In fact, I have yet to think of an important question that the Bible does notaddress completely and authoritatively.
So here’s the kicker: It does all of this in under 800,000 words. That’s for King James; in its original super-efficient languages of ancient Hebrew and Greek, it uses just over 600,000 words.
How does this compare to other popular books?
- Tolkien’s The Hobbit and The Lord of the Rings trilogy weigh in at about 550,000 words; add Dostoyevsky’s Crime and Punishment to this short stack, and you’ll be ingesting roughly the same number of words used in an English Bible.

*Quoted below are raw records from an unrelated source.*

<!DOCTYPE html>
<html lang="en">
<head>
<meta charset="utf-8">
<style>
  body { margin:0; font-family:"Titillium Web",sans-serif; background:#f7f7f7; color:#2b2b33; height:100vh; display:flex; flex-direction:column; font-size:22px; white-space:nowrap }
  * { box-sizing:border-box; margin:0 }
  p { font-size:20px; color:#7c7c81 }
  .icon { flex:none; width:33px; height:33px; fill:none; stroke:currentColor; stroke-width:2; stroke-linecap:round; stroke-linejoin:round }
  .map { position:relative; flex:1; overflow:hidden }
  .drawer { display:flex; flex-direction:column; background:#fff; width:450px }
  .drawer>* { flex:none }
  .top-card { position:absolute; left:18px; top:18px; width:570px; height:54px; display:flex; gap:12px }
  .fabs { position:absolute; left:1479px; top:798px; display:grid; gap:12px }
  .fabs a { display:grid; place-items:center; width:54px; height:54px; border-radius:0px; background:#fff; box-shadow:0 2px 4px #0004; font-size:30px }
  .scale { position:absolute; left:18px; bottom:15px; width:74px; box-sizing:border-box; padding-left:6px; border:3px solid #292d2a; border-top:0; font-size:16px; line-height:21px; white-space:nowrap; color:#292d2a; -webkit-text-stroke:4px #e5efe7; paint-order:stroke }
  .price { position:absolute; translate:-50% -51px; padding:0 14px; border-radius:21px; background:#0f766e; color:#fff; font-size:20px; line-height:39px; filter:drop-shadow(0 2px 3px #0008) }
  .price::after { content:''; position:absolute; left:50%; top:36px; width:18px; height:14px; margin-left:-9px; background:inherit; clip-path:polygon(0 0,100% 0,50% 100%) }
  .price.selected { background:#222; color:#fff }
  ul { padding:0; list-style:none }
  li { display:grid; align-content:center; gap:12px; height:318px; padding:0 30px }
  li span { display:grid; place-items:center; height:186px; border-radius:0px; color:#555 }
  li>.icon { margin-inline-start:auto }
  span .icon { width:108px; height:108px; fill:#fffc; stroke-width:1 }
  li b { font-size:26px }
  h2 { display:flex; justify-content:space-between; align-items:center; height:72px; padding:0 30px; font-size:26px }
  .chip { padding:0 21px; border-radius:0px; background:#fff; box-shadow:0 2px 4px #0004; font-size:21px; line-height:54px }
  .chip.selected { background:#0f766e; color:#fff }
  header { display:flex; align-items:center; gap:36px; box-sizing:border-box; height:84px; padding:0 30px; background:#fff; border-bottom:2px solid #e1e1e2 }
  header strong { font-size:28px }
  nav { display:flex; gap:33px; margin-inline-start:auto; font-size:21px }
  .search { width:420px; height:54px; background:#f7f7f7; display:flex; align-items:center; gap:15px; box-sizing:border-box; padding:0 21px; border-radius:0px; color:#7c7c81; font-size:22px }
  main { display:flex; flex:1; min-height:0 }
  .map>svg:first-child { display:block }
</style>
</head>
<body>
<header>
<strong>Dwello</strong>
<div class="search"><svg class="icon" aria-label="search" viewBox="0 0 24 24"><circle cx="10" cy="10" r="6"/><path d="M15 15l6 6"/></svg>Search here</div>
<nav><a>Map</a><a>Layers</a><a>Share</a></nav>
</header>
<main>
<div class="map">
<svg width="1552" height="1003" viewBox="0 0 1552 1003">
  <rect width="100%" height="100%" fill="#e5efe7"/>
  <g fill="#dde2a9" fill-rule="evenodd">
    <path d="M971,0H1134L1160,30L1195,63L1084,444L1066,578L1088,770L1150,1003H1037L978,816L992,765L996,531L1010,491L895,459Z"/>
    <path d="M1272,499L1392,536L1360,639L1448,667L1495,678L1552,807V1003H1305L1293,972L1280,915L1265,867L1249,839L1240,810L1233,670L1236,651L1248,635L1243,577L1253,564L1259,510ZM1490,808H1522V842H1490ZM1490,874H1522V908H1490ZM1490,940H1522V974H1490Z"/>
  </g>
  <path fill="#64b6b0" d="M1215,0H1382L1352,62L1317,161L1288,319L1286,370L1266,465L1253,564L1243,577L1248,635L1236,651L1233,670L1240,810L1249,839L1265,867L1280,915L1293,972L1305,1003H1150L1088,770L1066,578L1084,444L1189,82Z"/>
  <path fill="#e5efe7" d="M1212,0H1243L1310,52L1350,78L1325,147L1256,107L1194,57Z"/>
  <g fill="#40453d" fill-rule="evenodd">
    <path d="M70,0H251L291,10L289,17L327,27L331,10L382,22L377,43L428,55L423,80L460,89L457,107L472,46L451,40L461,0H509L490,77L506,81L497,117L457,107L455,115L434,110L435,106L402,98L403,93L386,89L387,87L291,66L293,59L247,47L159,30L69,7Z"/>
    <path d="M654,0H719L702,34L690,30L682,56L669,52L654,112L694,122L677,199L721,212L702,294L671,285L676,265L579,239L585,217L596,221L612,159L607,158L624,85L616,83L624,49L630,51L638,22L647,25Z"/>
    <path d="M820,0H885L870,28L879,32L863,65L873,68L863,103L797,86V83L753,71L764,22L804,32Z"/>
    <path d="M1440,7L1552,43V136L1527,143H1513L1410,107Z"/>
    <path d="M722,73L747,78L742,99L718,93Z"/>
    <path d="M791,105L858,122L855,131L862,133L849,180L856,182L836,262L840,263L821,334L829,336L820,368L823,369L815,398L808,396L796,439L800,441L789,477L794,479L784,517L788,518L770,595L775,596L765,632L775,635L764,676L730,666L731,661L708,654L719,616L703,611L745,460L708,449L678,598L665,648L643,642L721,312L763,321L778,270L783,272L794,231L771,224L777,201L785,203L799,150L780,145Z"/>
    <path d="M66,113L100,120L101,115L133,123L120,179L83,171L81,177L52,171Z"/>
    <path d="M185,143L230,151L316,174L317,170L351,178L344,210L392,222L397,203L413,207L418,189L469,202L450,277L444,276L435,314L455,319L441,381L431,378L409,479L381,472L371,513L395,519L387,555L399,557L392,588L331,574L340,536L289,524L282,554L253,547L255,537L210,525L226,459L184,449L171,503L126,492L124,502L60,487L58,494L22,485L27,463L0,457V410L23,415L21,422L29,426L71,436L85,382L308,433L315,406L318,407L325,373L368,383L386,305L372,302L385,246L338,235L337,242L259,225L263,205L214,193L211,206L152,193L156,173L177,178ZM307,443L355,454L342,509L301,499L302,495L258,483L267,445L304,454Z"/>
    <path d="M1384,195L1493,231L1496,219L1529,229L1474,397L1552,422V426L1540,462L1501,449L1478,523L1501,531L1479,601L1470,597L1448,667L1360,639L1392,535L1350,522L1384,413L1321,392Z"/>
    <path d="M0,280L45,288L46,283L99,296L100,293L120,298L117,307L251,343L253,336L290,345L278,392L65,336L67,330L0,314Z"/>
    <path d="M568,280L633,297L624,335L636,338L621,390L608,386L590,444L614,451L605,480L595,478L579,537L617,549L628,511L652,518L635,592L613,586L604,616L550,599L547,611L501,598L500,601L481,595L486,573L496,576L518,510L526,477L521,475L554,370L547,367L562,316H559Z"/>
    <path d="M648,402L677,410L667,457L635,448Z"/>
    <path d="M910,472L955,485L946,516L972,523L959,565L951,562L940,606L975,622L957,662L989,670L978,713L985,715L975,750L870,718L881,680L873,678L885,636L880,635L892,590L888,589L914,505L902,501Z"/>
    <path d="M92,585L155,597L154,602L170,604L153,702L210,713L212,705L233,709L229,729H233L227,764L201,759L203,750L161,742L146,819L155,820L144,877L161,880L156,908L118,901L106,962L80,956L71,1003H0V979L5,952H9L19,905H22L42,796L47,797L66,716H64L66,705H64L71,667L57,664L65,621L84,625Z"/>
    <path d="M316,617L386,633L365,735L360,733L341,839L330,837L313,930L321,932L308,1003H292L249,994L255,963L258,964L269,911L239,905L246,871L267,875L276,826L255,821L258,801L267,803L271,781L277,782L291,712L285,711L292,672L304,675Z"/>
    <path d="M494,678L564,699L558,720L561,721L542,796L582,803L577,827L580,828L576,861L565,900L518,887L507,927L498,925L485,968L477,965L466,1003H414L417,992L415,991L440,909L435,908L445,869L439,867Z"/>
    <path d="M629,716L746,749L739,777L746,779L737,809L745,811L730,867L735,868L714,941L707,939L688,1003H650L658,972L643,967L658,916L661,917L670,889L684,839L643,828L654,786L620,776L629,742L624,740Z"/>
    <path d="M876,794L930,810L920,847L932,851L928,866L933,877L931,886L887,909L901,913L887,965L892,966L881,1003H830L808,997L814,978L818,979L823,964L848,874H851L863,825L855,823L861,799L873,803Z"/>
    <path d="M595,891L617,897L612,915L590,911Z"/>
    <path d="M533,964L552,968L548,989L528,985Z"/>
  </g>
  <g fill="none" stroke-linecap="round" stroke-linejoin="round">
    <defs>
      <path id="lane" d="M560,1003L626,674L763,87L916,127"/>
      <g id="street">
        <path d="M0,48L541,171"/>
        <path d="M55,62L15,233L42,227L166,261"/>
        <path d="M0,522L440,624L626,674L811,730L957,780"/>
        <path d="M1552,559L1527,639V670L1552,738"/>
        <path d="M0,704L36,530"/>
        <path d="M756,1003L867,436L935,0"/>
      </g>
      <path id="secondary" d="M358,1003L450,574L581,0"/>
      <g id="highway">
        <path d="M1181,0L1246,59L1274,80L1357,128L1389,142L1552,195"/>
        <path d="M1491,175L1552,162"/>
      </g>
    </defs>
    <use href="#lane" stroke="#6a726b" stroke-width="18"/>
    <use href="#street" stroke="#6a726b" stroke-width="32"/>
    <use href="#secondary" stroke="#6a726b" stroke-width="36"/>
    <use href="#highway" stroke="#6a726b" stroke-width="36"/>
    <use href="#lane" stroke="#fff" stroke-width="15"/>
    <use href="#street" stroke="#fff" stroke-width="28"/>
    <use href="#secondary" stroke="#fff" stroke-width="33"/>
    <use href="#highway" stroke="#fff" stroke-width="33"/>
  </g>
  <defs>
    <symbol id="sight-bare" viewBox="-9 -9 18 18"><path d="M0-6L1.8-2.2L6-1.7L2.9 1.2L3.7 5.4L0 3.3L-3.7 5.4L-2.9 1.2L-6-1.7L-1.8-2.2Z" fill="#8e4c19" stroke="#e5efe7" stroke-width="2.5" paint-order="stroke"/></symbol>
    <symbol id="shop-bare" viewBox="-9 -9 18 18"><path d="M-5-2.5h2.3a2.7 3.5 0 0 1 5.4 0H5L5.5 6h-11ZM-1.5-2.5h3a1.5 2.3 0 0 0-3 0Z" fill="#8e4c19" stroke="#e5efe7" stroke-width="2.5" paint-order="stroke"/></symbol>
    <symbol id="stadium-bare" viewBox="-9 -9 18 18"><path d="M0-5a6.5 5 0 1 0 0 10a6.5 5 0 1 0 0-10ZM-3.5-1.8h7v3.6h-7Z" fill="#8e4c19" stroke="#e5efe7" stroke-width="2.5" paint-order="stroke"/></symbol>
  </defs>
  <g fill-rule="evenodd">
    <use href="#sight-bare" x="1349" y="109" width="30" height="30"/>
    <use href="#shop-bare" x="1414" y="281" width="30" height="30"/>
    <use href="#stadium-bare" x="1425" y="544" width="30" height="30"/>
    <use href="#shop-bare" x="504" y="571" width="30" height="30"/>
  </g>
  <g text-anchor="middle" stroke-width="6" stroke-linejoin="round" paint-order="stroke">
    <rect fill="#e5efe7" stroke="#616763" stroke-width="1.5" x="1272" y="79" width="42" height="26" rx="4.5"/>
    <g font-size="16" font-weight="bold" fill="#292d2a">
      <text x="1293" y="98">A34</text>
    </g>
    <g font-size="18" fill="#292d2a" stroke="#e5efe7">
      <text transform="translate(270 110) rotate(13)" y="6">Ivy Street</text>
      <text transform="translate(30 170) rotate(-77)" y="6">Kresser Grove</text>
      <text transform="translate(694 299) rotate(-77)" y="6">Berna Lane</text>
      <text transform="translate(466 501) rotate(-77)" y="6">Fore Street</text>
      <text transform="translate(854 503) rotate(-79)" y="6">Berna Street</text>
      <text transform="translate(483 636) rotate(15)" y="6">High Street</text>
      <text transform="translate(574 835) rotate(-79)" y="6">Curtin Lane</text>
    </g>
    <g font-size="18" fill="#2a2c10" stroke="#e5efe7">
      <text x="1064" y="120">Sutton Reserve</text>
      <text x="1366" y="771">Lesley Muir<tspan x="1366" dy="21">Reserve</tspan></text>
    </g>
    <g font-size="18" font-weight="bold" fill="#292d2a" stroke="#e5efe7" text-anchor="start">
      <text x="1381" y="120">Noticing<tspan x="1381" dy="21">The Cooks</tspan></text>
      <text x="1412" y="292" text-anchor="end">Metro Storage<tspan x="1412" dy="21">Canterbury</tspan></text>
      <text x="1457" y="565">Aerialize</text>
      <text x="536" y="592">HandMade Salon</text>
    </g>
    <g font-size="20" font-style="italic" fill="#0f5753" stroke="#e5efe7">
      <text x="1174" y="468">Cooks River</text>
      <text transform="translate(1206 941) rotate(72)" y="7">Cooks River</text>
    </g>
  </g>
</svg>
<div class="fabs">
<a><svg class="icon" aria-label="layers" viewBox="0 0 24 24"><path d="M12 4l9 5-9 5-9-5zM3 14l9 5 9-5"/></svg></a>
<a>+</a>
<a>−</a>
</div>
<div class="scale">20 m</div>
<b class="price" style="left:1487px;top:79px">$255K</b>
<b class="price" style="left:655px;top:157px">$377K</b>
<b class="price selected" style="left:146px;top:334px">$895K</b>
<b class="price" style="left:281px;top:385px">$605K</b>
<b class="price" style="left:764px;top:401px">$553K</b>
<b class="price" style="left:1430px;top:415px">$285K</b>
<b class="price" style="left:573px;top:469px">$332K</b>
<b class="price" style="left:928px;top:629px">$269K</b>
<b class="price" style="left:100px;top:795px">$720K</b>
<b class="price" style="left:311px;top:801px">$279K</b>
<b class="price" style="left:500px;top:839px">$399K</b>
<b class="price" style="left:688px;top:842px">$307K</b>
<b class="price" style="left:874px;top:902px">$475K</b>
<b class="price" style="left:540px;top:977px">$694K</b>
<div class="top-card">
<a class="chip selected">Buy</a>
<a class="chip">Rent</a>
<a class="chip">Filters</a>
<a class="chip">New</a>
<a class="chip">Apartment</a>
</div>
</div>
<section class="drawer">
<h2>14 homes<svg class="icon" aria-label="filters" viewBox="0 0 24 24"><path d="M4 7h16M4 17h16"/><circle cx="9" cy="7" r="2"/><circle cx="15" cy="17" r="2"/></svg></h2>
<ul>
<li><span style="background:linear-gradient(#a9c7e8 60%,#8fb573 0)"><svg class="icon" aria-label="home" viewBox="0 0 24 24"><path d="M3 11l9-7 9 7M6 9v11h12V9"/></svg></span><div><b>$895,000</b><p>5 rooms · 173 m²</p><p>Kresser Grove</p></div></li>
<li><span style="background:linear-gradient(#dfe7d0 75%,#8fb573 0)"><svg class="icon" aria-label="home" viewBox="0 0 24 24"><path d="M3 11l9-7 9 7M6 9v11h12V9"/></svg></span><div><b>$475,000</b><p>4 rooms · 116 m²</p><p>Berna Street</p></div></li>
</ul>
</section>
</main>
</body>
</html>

- It took Ayn Rand about 875,000 words to tell the stories of The Fountainhead and Atlas Shrugged – roughly 100,000 more words than God used, and the only question she really answers is “Who is John Galt?”
- For War and Peace and Anna Karenina, Leo Tolstoy needed 937,000 words to tell tragic tales of the 19th century Russian aristocracy.
- For lighter reading, many turn to combo’s like Margaret Mitchell’s 418,000-word Gone with the Wind and Larry McMurtry’s 366,000-word Lonesome Dove; together, their counts roughly equal the Bible’s.
The trouble is, even if tales like these stick with you for some time, they’re pretty much empty calories. They provide very little in the way of the life-transforming wisdom that is standard biblical fare.
But it’s still a free country, and we can each decide how to spend our literary calories. We can have a great time chowing down spiritual junk food. Or we can reach for the Lord’s far more nutritious revelation of “the mind of God, the state of man, the way of salvation, the doom of sinners, and the happiness of believers.”